Looking at American companies and exports, the negative impact of the trade war is equally significant. When the United States imposes tariffs on EU goods, the EU will inevitably take retaliatory measures. This has led to higher tariff barriers for products exported from the United States to the European Union, significantly reducing the competitiveness of American agricultural and industrial products in the EU market. Taking the soybean industry in the United States as an example, in previous trade frictions, China took countermeasures, causing a sharp decline in the market share of American soybeans in China and causing heavy losses to American soybean farmers. Similarly, when the United States and the European Union are caught in a trade war, American companies' market share in the EU will also be seized by other competitors, resulting in a decrease in US exports and a decline in profits for related companies. This, in turn, will lead to layoffs or reduced investments, causing serious impacts on the US job market and economic development.

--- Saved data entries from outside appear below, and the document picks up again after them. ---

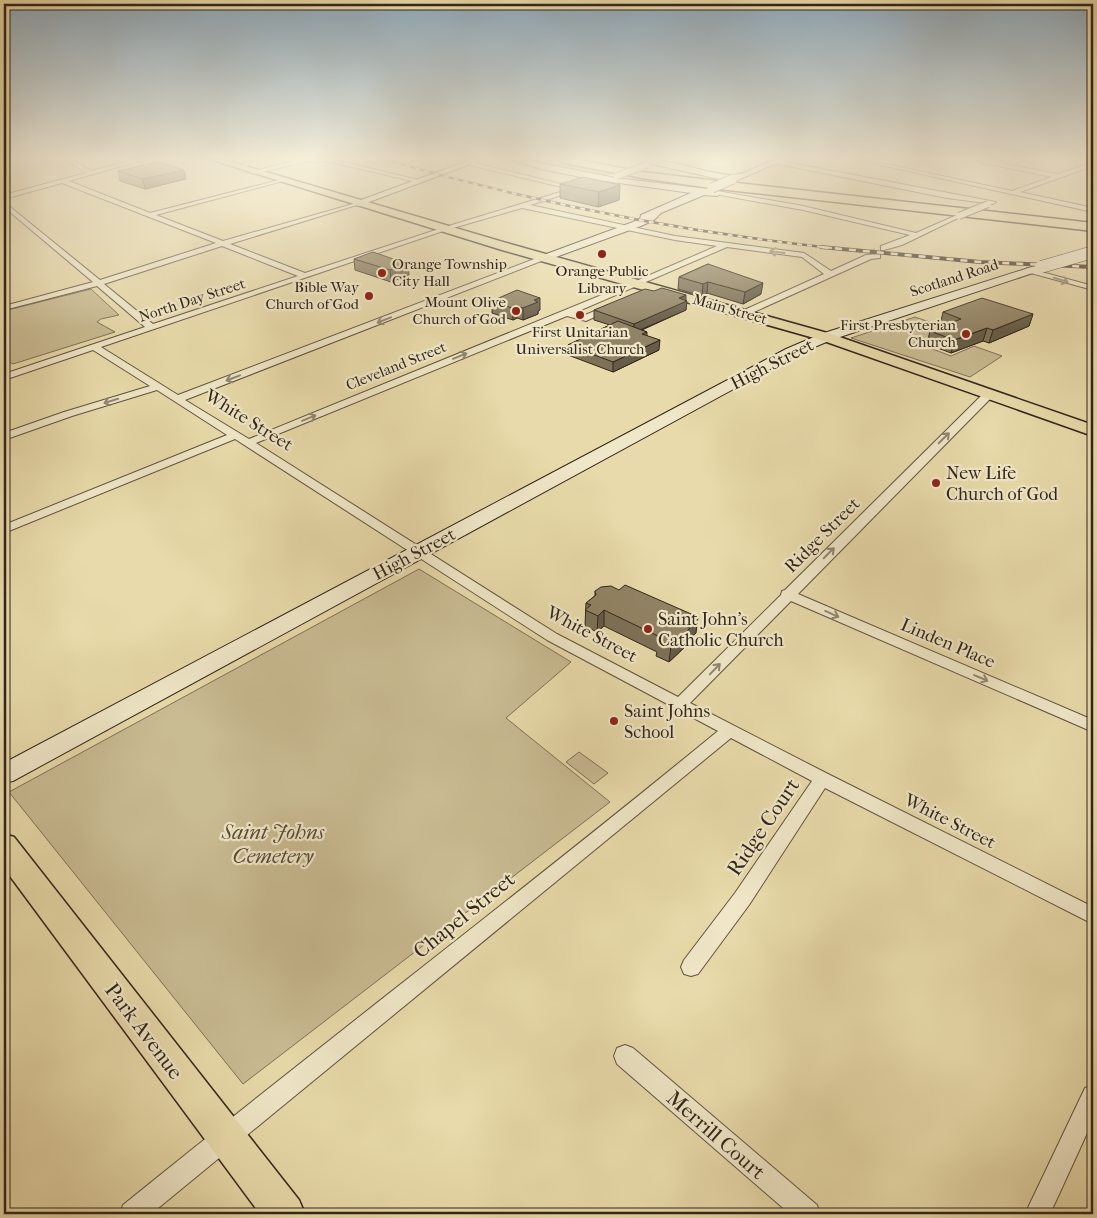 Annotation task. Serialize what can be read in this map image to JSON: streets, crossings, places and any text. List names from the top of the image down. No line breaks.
{"streets":{"main road":["Scotland Road","Main Street","High Street","Park Avenue"],"street":["North Day Street","Cleveland Street","White Street","Ridge Street","Linden Place","Ridge Court","Chapel Street","Merrill Court"]},"crossings":[["Scotland Road","Main Street"],["Scotland Road","High Street"],["North Day Street","Main Street"],["North Day Street","White Street"],["Main Street","High Street"],["Main Street","Cleveland Street"],["Main Street","Ridge Street"],["High Street","White Street"],["Cleveland Street","White Street"],["White Street","Ridge Street"],["White Street","Ridge Court"],["White Street","Chapel Street"],["Ridge Street","Linden Place"],["Chapel Street","Park Avenue"]],"one_way":["Ridge Street","Linden Place"],"parks":["Saint Johns Cemetery"],"places":["Orange Public Library","Orange Township City Hall","Bible Way Church of God","Mount Olive Church of God","First Unitarian Universalist Church","First Presbyterian Church","New Life Church of God","Saint John's Catholic Church","Saint Johns School"]} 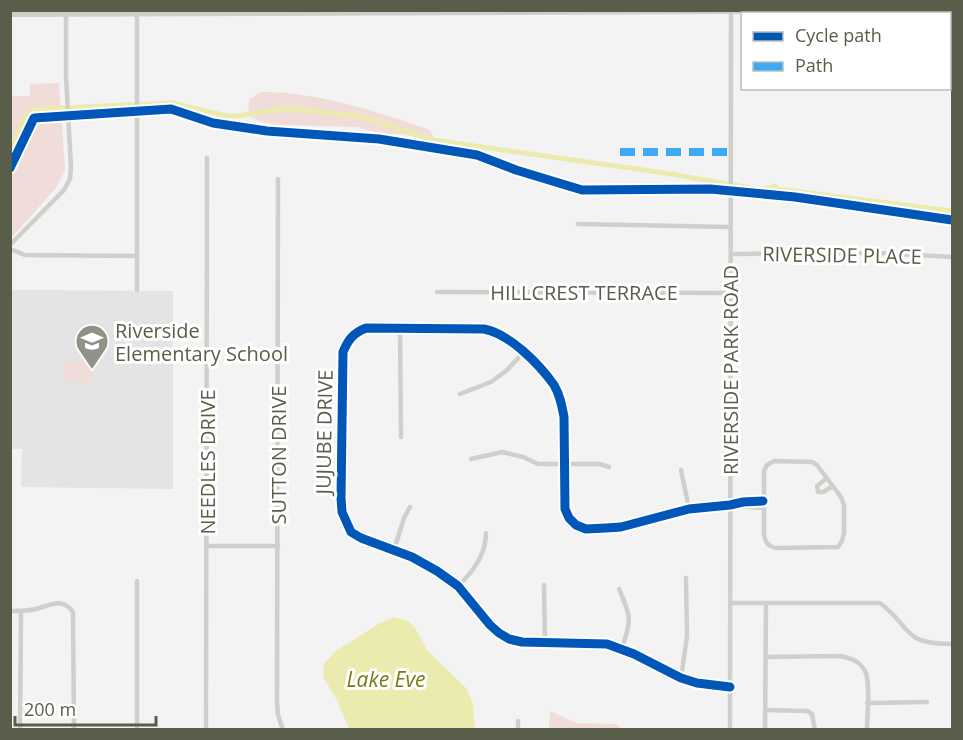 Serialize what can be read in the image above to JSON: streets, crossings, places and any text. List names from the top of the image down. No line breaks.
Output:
{"streets":{"street":["RIVERSIDE PLACE","HILLCREST TERRACE","RIVERSIDE PARK ROAD","JUJUBE DRIVE","SUTTON DRIVE","NEEDLES DRIVE"]},"crossings":[["RIVERSIDE PLACE","RIVERSIDE PARK ROAD"],["HILLCREST TERRACE","RIVERSIDE PARK ROAD"]],"water":["Lake Eve"],"places":{"school or university":["Riverside Elementary School"]},"legend":["Cycle path","Path"],"scale_bar":"200 m"} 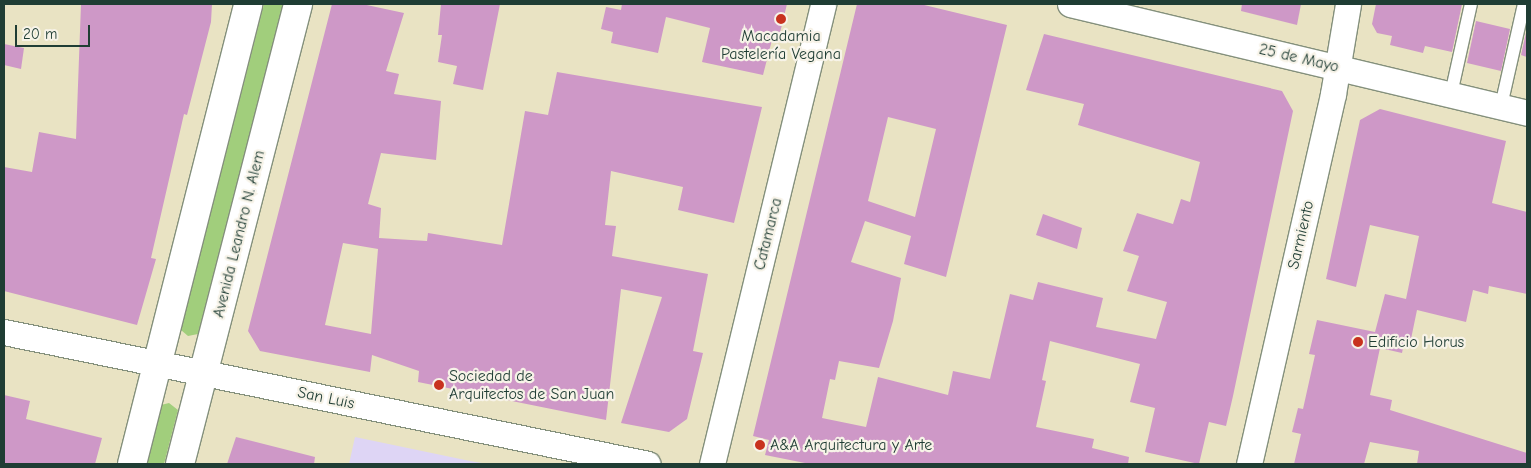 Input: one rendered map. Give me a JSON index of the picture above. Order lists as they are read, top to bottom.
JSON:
{
  "streets": {
    "street": [
      "25 de Mayo",
      "Avenida Leandro N. Alem",
      "Catamarca",
      "Sarmiento",
      "San Luis"
    ]
  },
  "crossings": [
    ["25 de Mayo", "Sarmiento"],
    ["Avenida Leandro N. Alem", "San Luis"]
  ],
  "places": [
    "Macadamia Pastelería Vegana",
    "Edificio Horus",
    "Sociedad de Arquitectos de San Juan",
    "A&A Arquitectura y Arte"
  ],
  "scale_bar": "20 m"
} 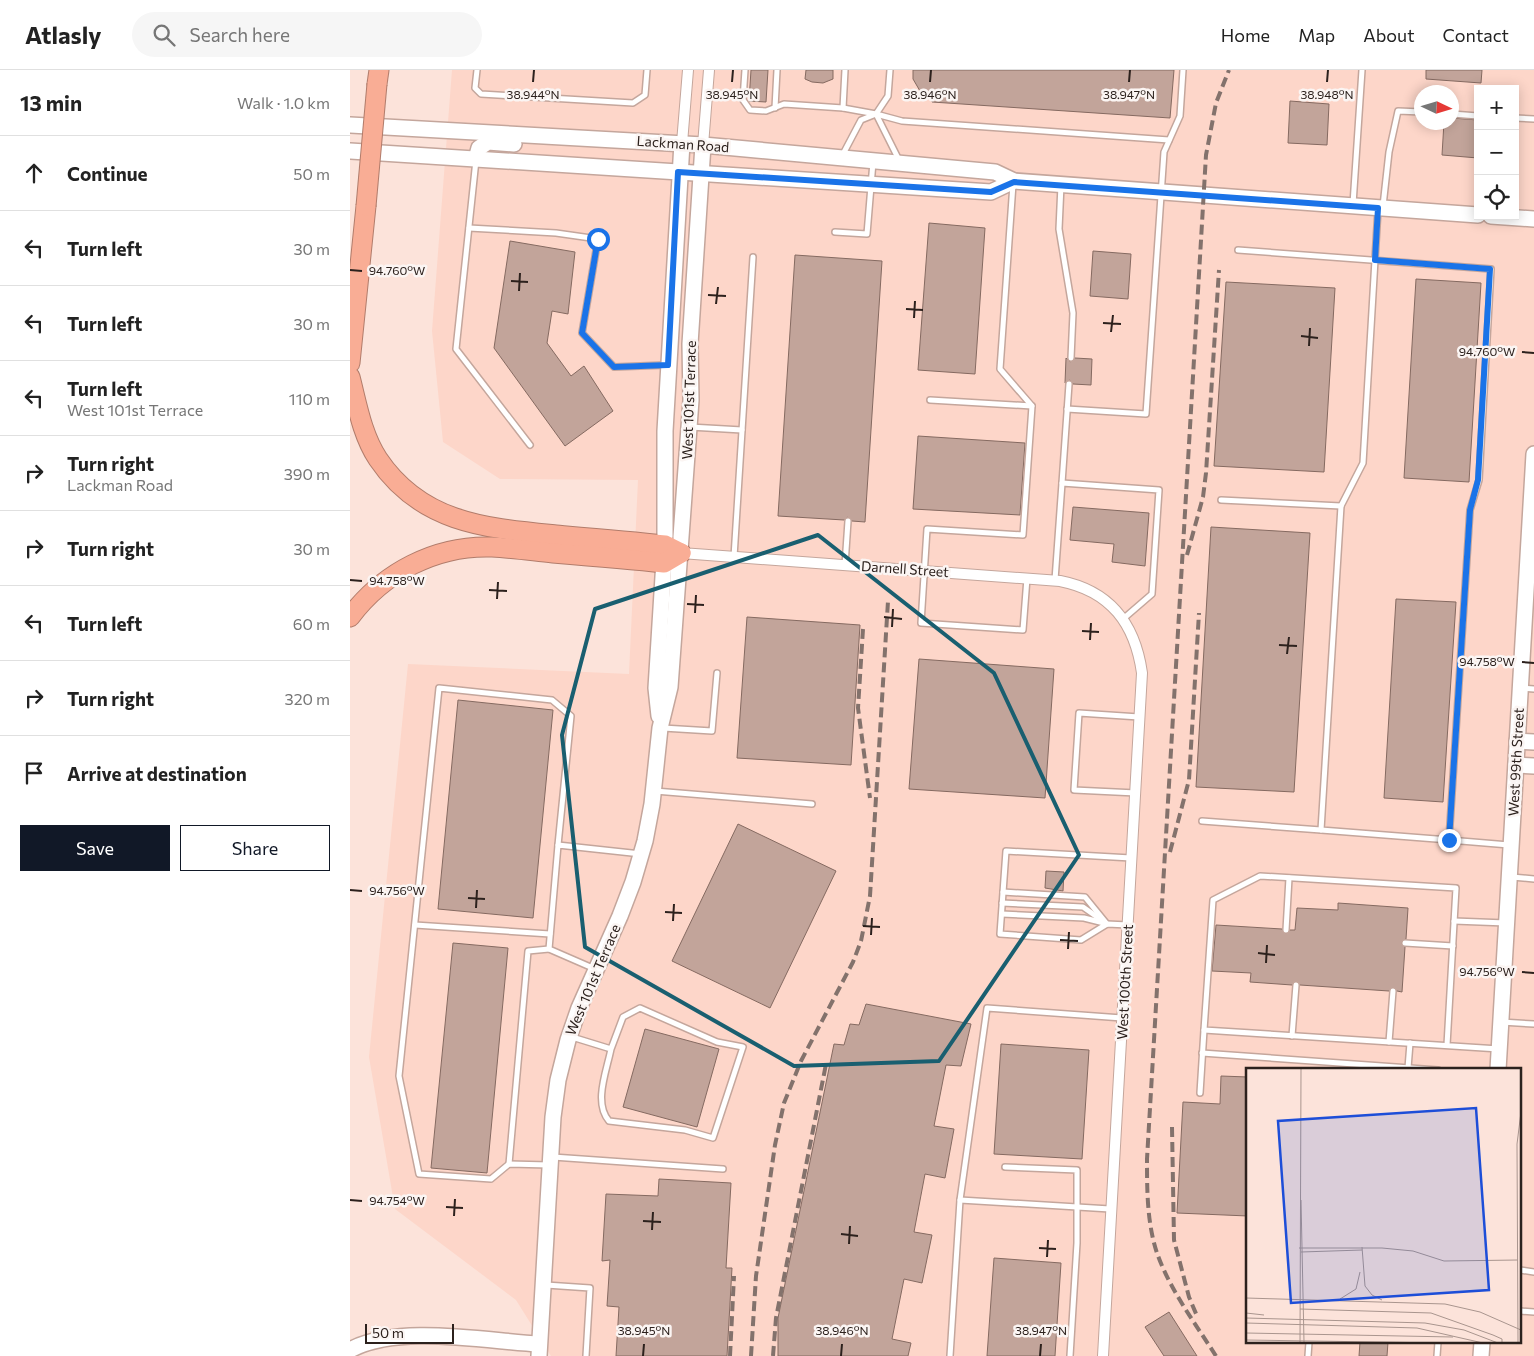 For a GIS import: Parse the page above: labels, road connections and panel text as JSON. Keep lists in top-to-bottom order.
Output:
{
  "streets": {
    "main road": ["Lackman Road", "West 101st Terrace", "West 99th Street"],
    "street": ["Darnell Street", "West 100th Street"]
  },
  "crossings": [
    ["Lackman Road", "West 101st Terrace"],
    ["West 101st Terrace", "Darnell Street"],
    ["Darnell Street", "West 100th Street"]
  ],
  "scale_bar": "50 m",
  "north": "right",
  "page": {
    "header": "Atlasly",
    "search": "Search here",
    "nav": [
      "Home",
      "Map",
      "About",
      "Contact"
    ],
    "heading": ["13 min", "Walk · 1.0 km"],
    "map_buttons": ["+", "−"],
    "list": [
      ["Continue", "50 m"],
      ["Turn left", "30 m"],
      ["Turn left", "30 m"],
      ["Turn left", "West 101st Terrace", "110 m"],
      ["Turn right", "Lackman Road", "390 m"],
      ["Turn right", "30 m"],
      ["Turn left", "60 m"],
      ["Turn right", "320 m"],
      "Arrive at destination"
    ],
    "buttons": ["Save", "Share"],
    "scale": "50 m"
  },
  "coordinates": [
    "38.944°N",
    "38.945°N",
    "38.946°N",
    "38.947°N",
    "38.948°N",
    "94.760°W",
    "94.758°W",
    "94.756°W",
    "94.754°W"
  ]
} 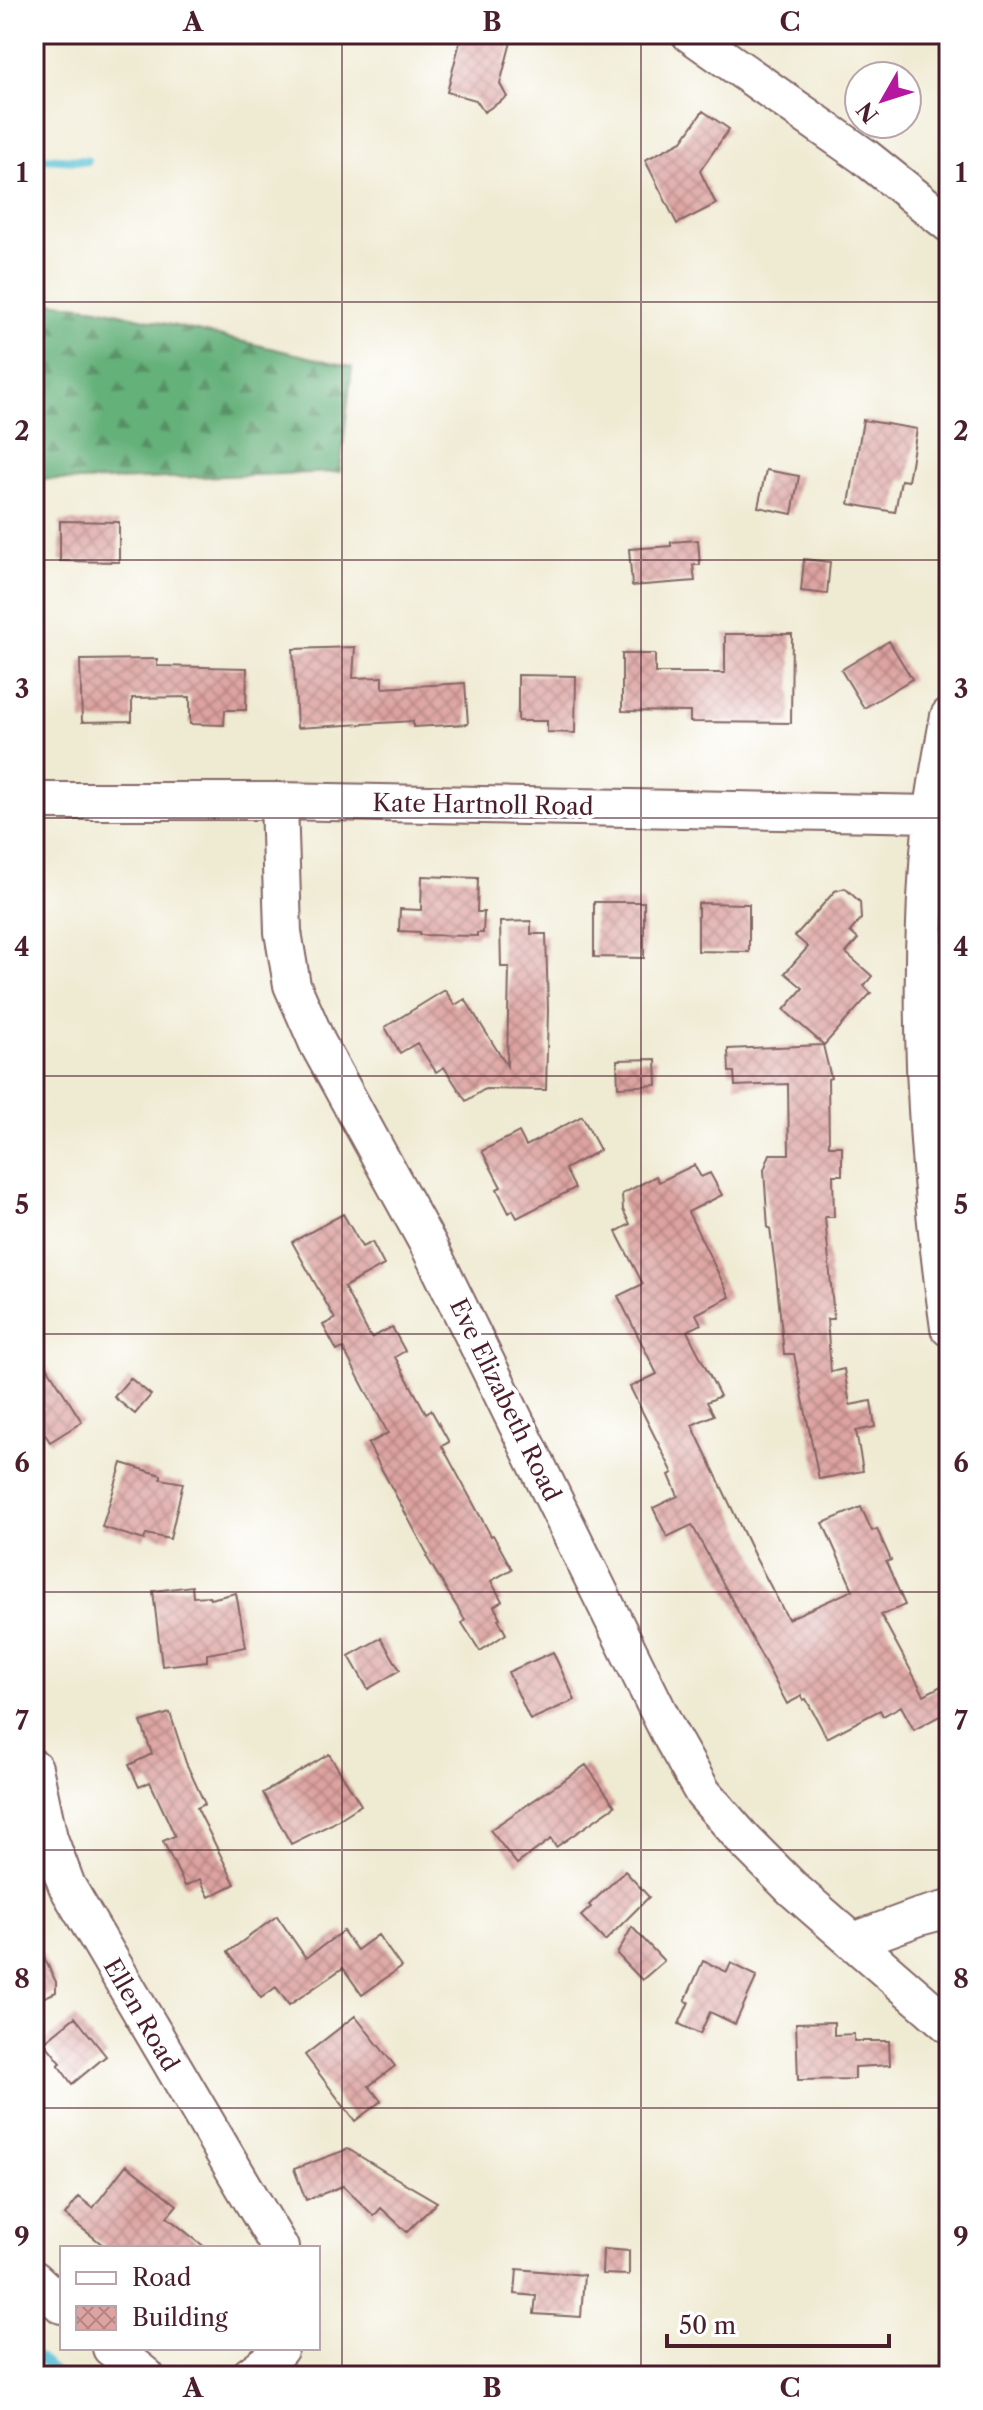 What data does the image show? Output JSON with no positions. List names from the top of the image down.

From the perspective of the global industrial chain, the trade war has disrupted the stability and efficient operation of the global industrial chain. In today's era of economic globalization, the division of labor among countries is highly refined, and industrial chains are intertwined. For example, in the automotive industry, the production of a car may involve the supply of components and technical support from multiple countries. The imposition of tariffs by the United States on the European Union will disrupt the normal operation of the automotive industry chain, leading to disruptions in parts supply and increased production costs. This will not only affect automotive companies in the United States and the European Union, but also other countries and companies around the world that rely on the supply chain of the European and American automotive industry. The rupture and instability of this industrial chain will reduce the efficiency of global resource allocation, hinder technological innovation and industrial upgrading, and cause incalculable losses to the long-term development of the global economy.

In addition, the trade war will trigger a series of chain reactions, which will have a negative impact on the international financial market and the global economic order. The uncertainty brought about by the trade war will lead to a decrease in investor confidence, capital flowing into safe assets, and increased volatility in financial markets such as the stock market and foreign exchange market. Meanwhile, the trade war has also disrupted the rules based multilateral trading system, plunging the global economic order into chaos and seriously damaging trust and cooperation among countries. If countries follow the example of the United States and adopt trade protectionism measures, the global economy will fall into a "prisoner's dilemma", and ultimately no country can be alone.

In summary, there are no winners in launching a global trade war, only losers. Both the United States and the European Union, developed and developing countries, will suffer losses in trade wars. Countries should abandon trade protectionism and return to the correct path of resolving trade disputes through dialogue, negotiation, and cooperation. Only by adhering to free trade and multilateralism and jointly maintaining the stability and smoothness of the global industrial chain can we achieve sustainable development of the global economy and ensure that people all over the world can benefit from economic globalization.